Ralph, when you say no SET can make full power of 20 Hz, does it matter if you’re only getting 35 Hz in room and you only need 10% of the power of the SET to get you to the volume you need?
In other words, are you describing a condition that is not often met under normal use?
This is a good question. The room response and speaker bandwidth have no bearing on this issue. Even if the speaker lacks the response, the voice coil is still loading the amp (the amp is still doing work). That is why I said in my last post that a non-inductive resistor would yield the same result. But if you are using the 16 Ohm tap and the speaker is efficient enough, this problem
is reduced.
This amp will also do 20Hz-20Khz full power.
No, it won't. It will do that at a reduced level though. 'Full power' means 'just below clipping'. In this case, citation is required (photos or it didn't happen).
Because for realism 35 Hz is sufficient. It is more important to have sufficient, balanced bass, than deeper, boomy bass, depending on room, with as less a treatment as possible.
Sorry- if you want more 'realism' you
have to provide the foundation. There's a lot of information below 35Hz.
If the ear senses a lack of bandwidth, its internal tone control will tilt the tonality. A lack of bass emphasizes the highs, too much bass and the highs get muddy. The trick to getting the bass right (to avoid boomy bass) is to use a Distributed Bass Array (DBA) so standing waves (which can cause boomy bass) are eliminated; no room treatment needed. You need multiple subs for that, asymmetrically placed about the room, unless your main speakers do the bottom octave, in which case you might only need two.

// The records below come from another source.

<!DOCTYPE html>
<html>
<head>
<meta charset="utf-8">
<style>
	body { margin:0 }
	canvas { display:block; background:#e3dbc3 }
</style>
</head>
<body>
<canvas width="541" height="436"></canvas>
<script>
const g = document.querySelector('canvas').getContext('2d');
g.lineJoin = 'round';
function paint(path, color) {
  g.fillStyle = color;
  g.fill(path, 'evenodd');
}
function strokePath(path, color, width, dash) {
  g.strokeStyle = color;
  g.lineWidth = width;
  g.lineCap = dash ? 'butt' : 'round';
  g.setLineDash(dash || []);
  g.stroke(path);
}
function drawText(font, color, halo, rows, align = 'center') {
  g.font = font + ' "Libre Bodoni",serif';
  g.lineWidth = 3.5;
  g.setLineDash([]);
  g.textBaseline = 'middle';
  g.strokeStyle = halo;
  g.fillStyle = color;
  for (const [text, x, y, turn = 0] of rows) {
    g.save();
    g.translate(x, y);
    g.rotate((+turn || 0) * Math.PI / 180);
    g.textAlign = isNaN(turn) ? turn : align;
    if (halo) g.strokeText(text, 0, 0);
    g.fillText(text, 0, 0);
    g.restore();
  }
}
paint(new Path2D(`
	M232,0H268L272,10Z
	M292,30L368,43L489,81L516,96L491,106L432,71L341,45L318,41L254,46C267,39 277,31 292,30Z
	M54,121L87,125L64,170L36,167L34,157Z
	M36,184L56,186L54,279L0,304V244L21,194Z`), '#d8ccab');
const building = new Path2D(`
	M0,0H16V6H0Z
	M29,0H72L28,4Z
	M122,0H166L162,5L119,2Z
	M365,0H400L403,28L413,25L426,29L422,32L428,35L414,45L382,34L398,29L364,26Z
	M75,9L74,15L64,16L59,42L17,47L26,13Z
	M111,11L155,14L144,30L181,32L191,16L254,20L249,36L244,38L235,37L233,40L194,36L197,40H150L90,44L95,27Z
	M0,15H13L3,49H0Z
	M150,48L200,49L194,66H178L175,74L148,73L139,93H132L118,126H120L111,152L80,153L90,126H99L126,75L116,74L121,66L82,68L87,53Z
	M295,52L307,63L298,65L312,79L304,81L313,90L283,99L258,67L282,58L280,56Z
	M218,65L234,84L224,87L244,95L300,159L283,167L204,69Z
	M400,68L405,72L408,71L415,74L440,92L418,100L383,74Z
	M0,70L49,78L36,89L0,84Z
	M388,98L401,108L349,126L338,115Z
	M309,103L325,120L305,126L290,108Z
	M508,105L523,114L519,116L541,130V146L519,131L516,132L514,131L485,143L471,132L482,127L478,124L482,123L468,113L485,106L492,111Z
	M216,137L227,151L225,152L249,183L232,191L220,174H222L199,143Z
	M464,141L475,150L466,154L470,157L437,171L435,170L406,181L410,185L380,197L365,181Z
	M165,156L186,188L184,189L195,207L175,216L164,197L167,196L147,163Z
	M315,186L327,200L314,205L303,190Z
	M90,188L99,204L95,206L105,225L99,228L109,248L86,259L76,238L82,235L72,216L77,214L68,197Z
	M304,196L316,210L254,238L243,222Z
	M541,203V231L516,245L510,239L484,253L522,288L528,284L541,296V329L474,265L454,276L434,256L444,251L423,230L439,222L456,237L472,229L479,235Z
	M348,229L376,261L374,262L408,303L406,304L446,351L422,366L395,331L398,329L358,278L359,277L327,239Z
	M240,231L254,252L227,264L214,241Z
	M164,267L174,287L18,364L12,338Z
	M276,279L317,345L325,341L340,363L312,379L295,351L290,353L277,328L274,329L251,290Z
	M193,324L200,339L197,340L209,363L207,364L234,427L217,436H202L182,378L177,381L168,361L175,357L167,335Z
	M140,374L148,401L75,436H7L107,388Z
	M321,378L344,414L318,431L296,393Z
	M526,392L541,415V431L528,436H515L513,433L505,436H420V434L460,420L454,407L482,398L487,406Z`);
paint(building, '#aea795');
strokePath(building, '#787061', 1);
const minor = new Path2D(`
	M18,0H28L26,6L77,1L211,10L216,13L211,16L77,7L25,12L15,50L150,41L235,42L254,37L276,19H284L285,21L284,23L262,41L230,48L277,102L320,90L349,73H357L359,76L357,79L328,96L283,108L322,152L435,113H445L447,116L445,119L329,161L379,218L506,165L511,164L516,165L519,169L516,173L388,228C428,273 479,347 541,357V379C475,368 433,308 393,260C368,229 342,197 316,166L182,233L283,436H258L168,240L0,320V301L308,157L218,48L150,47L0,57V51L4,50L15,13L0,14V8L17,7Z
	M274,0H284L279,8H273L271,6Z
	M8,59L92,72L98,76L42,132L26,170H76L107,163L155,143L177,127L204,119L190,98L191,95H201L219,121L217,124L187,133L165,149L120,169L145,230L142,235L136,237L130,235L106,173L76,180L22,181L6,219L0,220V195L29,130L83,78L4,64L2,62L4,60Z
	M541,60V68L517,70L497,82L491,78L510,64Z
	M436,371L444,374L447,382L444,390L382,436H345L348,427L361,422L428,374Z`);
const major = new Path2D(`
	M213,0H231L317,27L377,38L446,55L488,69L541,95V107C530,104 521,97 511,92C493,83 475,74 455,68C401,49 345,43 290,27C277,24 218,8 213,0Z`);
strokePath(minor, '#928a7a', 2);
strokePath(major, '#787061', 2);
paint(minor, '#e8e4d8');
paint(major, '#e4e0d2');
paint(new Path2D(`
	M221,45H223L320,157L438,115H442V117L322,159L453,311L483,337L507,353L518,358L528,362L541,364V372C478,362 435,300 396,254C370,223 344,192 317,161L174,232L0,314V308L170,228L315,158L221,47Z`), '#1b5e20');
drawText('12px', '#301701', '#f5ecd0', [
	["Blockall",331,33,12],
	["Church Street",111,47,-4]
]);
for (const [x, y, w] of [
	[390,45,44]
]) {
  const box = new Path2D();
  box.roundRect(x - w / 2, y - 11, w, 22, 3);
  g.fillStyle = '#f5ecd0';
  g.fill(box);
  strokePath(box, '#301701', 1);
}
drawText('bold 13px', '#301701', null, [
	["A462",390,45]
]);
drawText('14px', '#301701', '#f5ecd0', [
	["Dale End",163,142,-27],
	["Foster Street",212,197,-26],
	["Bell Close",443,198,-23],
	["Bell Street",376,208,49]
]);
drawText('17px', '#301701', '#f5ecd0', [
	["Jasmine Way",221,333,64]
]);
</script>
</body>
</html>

Agree. 35Hz of 'proper' bass is really good. ~35Hz is the lowest C# on a piano with only 4 notes below that. An organ, piano, harp (barely) and contrabass sarrusophone (barely) can get that low but no other acoustic instruments go that far. A double bass and a bass tuba can get to around 41Hz.
Bass drums
are acoustic and go below 35Hz.Big bass drum whacks are kinda what made some of the early Living Stereo LPs worth so much money before they were reissued in the 1990s. Pipe organs are acoustic and can go to 16Hz (St. Saens Organ Symphony is a good example of this in action, also heard on The Planets by Holst). If a string bass has the low C option added to it, which is not that rare to see, its lowest note is 27.5Hz (I play bass FWIW...). And of course electronic music can go that low. Certain EMI recordings done in Kingsway Hall have subway rumble recorded in them due to the Piccadilly Line.
There are all kinds of signals below 35Hz. There can be subsonic signals in the recording such as those of Kingway Hall or it can be caused by playback (record warp). If you don't filter these things out of an SET you're missing a bet!
Most natural instruments don't go lower than around 40Hz. Only a couple of keys on a piano and pipe organ really. Still it also depends on how many dB down they are at 35Hz.
So it sounds like a different definition of 'HiFi' is being proposed. Obviously this is a rationalization and should be treated as such, which is to say its rubbish.
It’s better to have just 30hz - 35 Hz of the kind of more believable and authentic sounding bass that a really well implemented SET can do than 20 hz of a one note doof roof artificial kind of sounding bass that lesser amplification tends to deliver.
I find that a good SET within the context of acoustic instrument performance can display overall a more lifelike quality of bass over the more synthetic hifi’ish hyper-real bass that some amplification types typically render… everyone’s mileage on bass varies… I go cohesive lifelike quality over just an overt soul less disconnected quantity of bass when it comes to great music anytime.
Its possible to have realistic non-one-note-bass if you use a DBA to break up standing waves in the room. To this end, you can use a mono bass signal, since bass below about 80Hz in most rooms (unless enormous) is 100% reverberant. This means if you keep the subs running below that frequency you don't have to time align them and as long as they don't play above that frequency they won't attract attention to themselves.
And having heard them and liked them, there is also the Yamamura, Pnoe (single driver systems), altec 817, which are equally good and on some fronts better, and Leif's horn which is with woofers. There is no reason to have pursue subs - if the midbass horn rolls off at 75 - 80 hz, sure, if it goes to 35 or 40, not required.
The reason is stated above: standing waves. They can cause boominess or a bass suckout. My main speakers are flat to 20Hz and are 98dB and 16 Ohms. Without a pair of subs to break up standing waves, there's no bass at the listening position, even though three feet away there is. My room is nearly square. The DBA works a treat.